Exciting news! Researchers have discovered that all androgens within the progestagens have an estrogenic effect, with some even surpassing that of estradiol at extremely high concentrations. These findings were uncovered through tests conducted on cells in a test tube, where researchers measured the production of an enzyme that was stimulated by the estrogen receptor.
Curiosity piqued, the researchers delved deeper into what caused this estrogenic effect. Could it be related to the progesterone effect of the 19-nor drugs? To investigate, they repeated the tests while introducing the RU486 progesterone blocker and the anti-estrogen 4-hydroxy tamoxifen into the test tubes. The results were fascinating, as shown in the figure below, especially when the 19-nor-androgen norethindrone was used.
These groundbreaking findings shed light on the complex interactions between androgens and progestagens, opening up new avenues for further research and exploration in the field. Stay tuned for more exciting developments in this fascinating area of study!
Upon closer examination, it is evident that the addition of the progesterone blocker did not impact the production of the enzyme. This suggests that progesterone activity is not linked to the estrogenic effect of 19-nor-androgens. Conversely, the introduction of the anti-estrogen did result in a reduction in enzyme production.
In further experimentation, researchers administered aminoglutethimide, a substance known for its ability to completely halt aromatase activity. Surprisingly, this had no effect on the enzyme production. Therefore, it can be concluded that the estradiol effect is not influenced by aromatase.
Through meticulous testing and analysis, we have gained valuable insights into the intricate interactions between hormones and enzymes. These findings shed light on the complex mechanisms at play within the body, paving the way for further exploration and discovery in the field of endocrinology.
What exactly triggers the estrogenic effect? Well, that's the million-dollar question. The researchers are still scratching their heads over it. Back in 1995, they threw out the idea that it might be some mysterious byproducts of the androgens. Fast forward to 2003, and now they're entertaining the notion that
19-nor-androgens could be masquerading as estrogens.
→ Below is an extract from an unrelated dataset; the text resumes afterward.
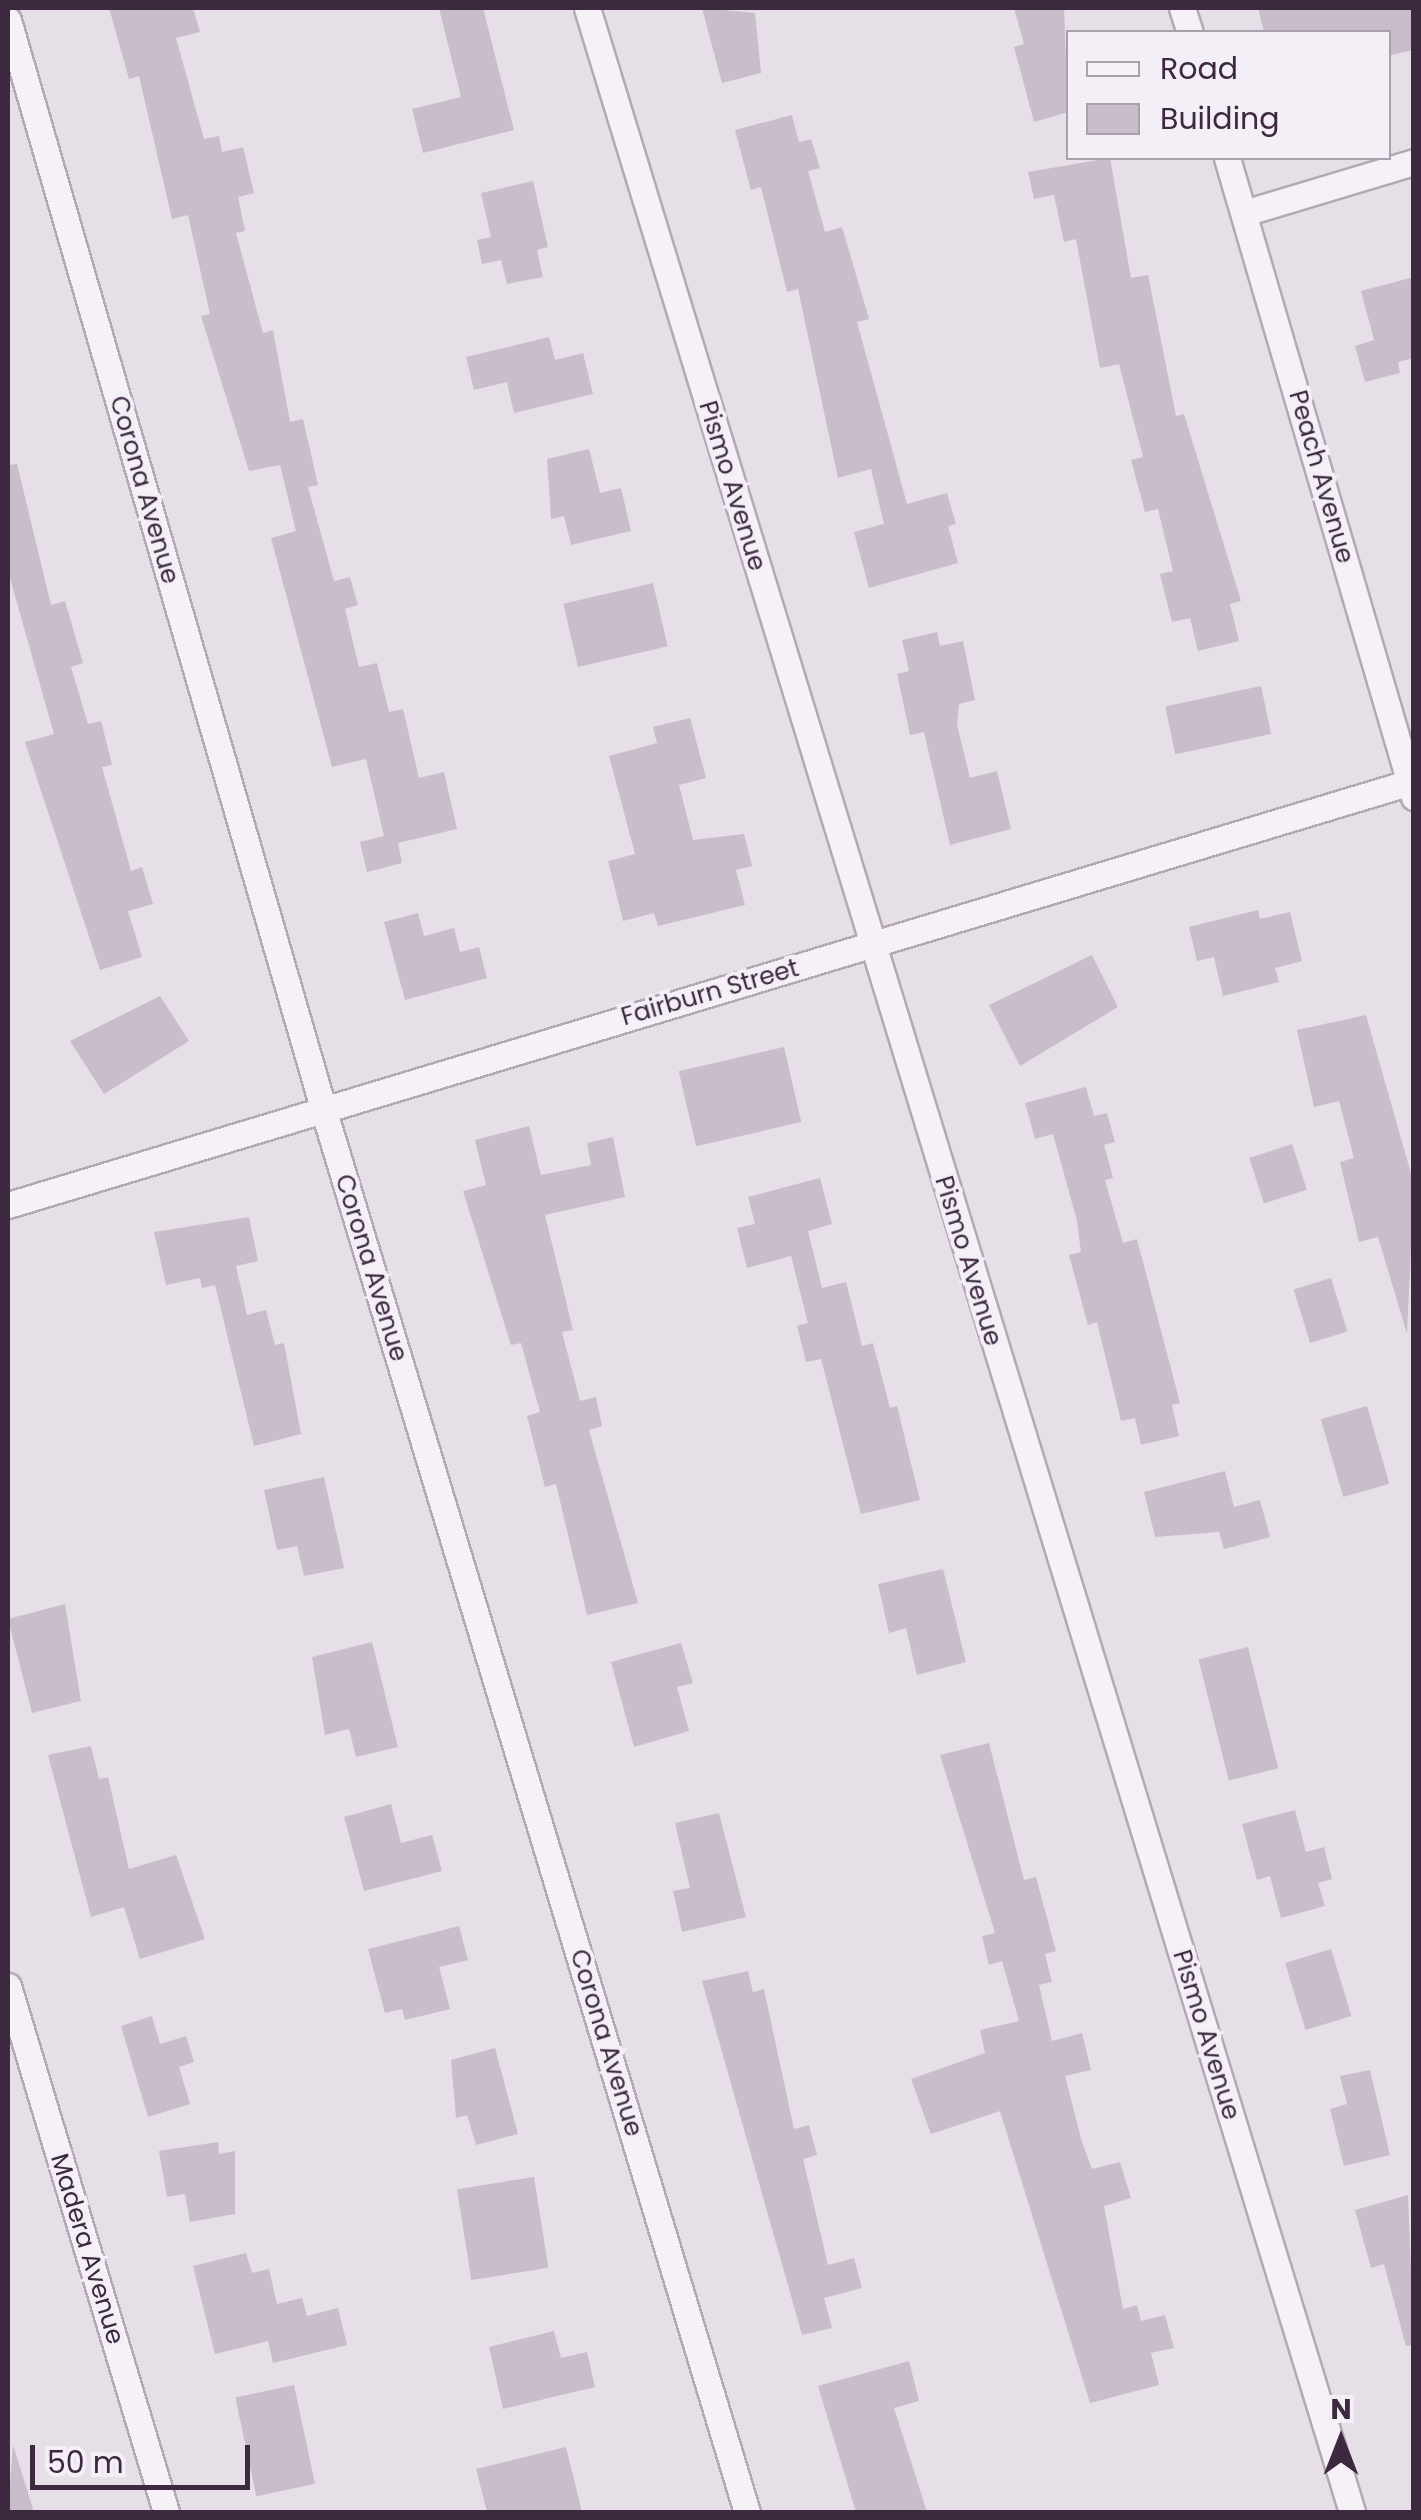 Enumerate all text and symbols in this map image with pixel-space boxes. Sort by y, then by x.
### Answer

So, what's the bottom line for all you athletes out there? It's crystal clear - Anti-Prostegans won't do squat against Gyno caused by Deca. Your best bet? Reach for the antiestrogens (SERMS) like Euro-Pharmacies tamoxifen. Trust me, it's the way to go.
Euro-Pharmacies Tamoxifen for the win!
There is a plethora of other sponsors on here that have some phenomenal products that have tested far above expectancy, exceeding everyone's expectations.
Whatever course of action you take, It would not hurt having tamoxifen on hand.